972 F.3d 1019
9th Cir.2020Background
- Plaintiffs are customers of the Los Angeles Department of Water and Power (DWP) who allege DWP charged electric rates that exceeded reasonable costs, producing annual surpluses that were transferred from DWP’s Power Revenue Fund to the City General Fund.
- DWP electric rates were set by Board action and approved by City Council ordinances (2008, 2012, 2016) after public hearings; transfers of $254–$300 million annually occurred during the relevant period.
- Plaintiffs sued 27 City and DWP officials in federal court asserting (among other claims) a private Hobbs Act cause of action, civil RICO, and 42 U.S.C. § 1983 due-process claims, plus state-law claims; a parallel state class action (Eck) produced a stay but later settlement led to lifting the stay and filing of the First Amended Complaint.
- The FAC alleged extortion (Hobbs Act), mail/wire fraud, obstruction, and state-law predicates, and sought class relief and damages.
- The district court dismissed federal claims with prejudice and declined to retain state claims; on appeal the Ninth Circuit affirmed dismissal of the Hobbs Act, RICO, and § 1983 claims, and held amendment would be futile.
Issues
| Issue | Plaintiff's Argument | Defendant's Argument | Held |
|---|---|---|---|
| Whether the Hobbs Act creates an implied private civil cause of action for victims of extortion | Hobbs Act proscribes extortion and victims (Plaintiffs) may bring a civil action for money extracted by extortion | Hobbs Act is a criminal statute with no rights-creating language; Congress creates private remedies when it intends to do so | No implied private right; Hobbs Act does not provide a private civil cause of action (affirmed) |
| Whether Plaintiffs alleged a viable RICO claim (predicate acts including extortion, fraud, obstruction) | Overcharges and threats to terminate service constitute extortion and predicate acts; mail/wire and obstruction allegations support pattern of racketeering | Municipal-rate setting and public-process conduct do not fit Hobbs Act/common-law extortion; mail/wire fraud and obstruction allegations are deficient | RICO claim dismissed: mail/wire fraud and obstruction inadequately pled; extortion predicate fails under Wilkie (no private-beneficiary extortion) |
| Whether civil RICO can be asserted against municipal officers in their personal capacities for official acts | Plaintiffs asserted personal-capacity RICO liability for officials who acted to obtain funds | Defendants argued RICO cannot reach municipalities (and official-capacity suits are equivalent to suits against the municipality) | Court rejected the district court’s municipal-immunity rationale for personal-capacity suits but dismissed RICO on other grounds (predicate failure) |
| Whether § 1983 due-process claims challenging rate orders could proceed in federal court given the Johnson Act (28 U.S.C. § 1342) | Plaintiffs claim deprivation of property (overcharges) under the Fourteenth Amendment; Hobbs/RICO claims provide federal statutory bases too | Johnson Act bars federal courts from enjoining or otherwise interfering with state/local utility rate orders when four conditions are met | Johnson Act strips jurisdiction over Plaintiffs’ § 1983 claims because (1) remaining federal basis is solely constitutional repugnance, (2) orders do not "interfere" with interstate commerce, (3) rates were made after notice/hearing, and (4) an adequate state remedy exists; § 1983 claims dismissed for lack of jurisdiction |
Key Cases Cited
- Alexander v.
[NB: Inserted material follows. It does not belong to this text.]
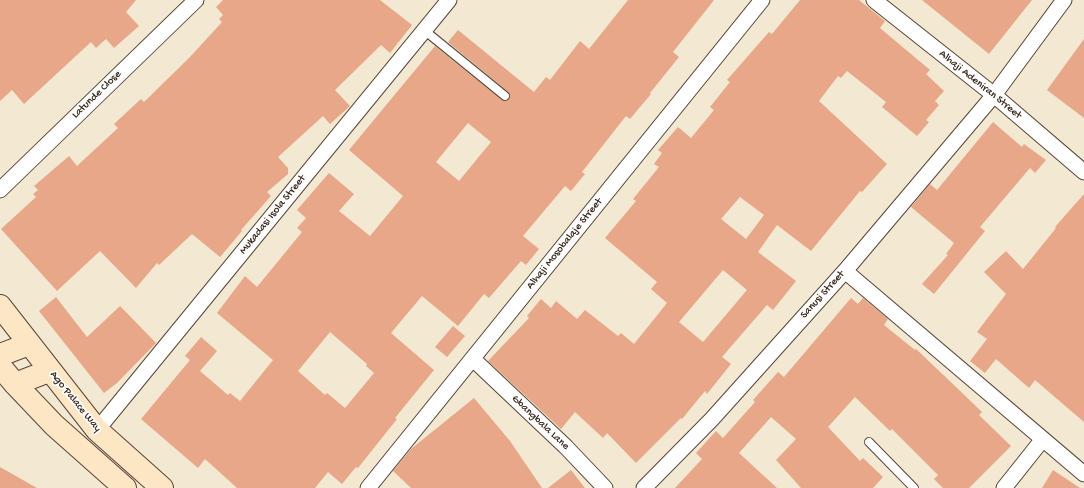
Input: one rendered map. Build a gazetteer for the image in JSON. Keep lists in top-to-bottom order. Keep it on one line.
{"streets":{"main road":["Ago Palace Way"],"street":["Alhaji Adeniran Street","Latunde Close","Mukadasi Isola Street","Alhaji Mosobalaje Street","Sanusi Street","Gbangbala Lane"]},"crossings":[["Alhaji Adeniran Street","Sanusi Street"],["Mukadasi Isola Street","Ago Palace Way"],["Alhaji Mosobalaje Street","Gbangbala Lane"]]}
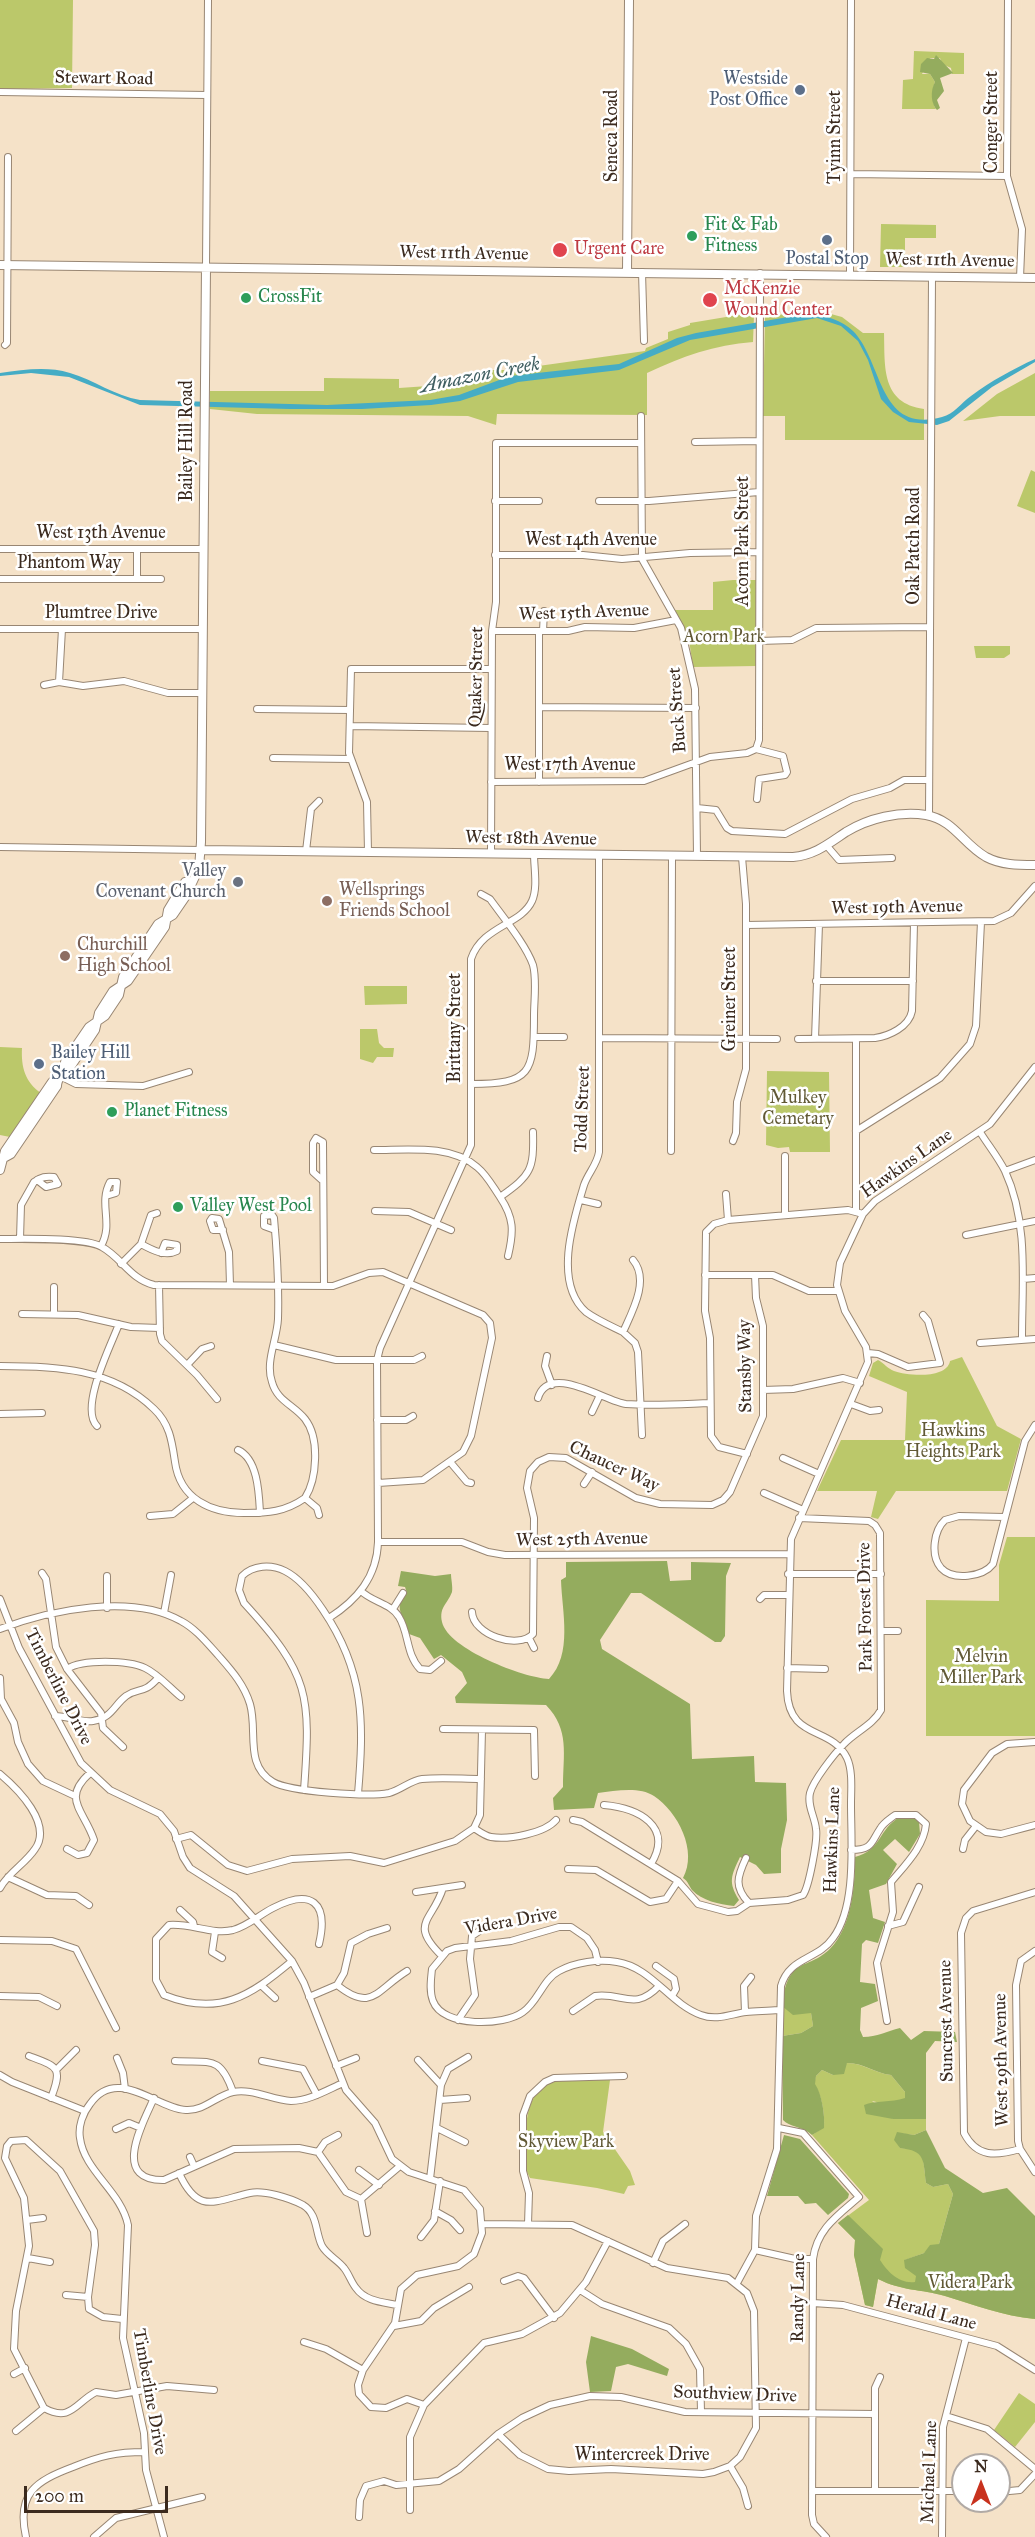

Sandoval, 532 U.S. 275 (statutory intent is determinative for implying private rights)
- Wilkie v. Robbins, 551 U.S. 537 (Hobbs Act/extortion incorporates common-law public-corruption focus; distinguishes public vs private beneficiaries)
- Hafer v. Melo, 502 U.S. 21 (personal-capacity suits against officials are distinct from suits against the government)
- City of Newport v. Fact Concerts, Inc., 453 U.S. 247 (limits on punitive damages against municipalities; distinction between municipal and personal liability)
- Central Bank of Denver v. First Interstate Bank, 511 U.S. 164 (Congress’s express creation of private remedies where intended)
- US West, Inc. v. Nelson, 146 F.3d 718 (Johnson Act jurisprudence and burden to show interference with interstate commerce)
- Brooks v. Sulphur Springs Valley Elec. Coop., 951 F.2d 1050 (Johnson Act bars federal jurisdiction over actions affecting state-approved utility rates)
- Evans v. New York State Pub. Serv. Comm’n, 287 F.3d 43 (where only constitutional claims remain, Johnson Act can bar federal suit challenging rates)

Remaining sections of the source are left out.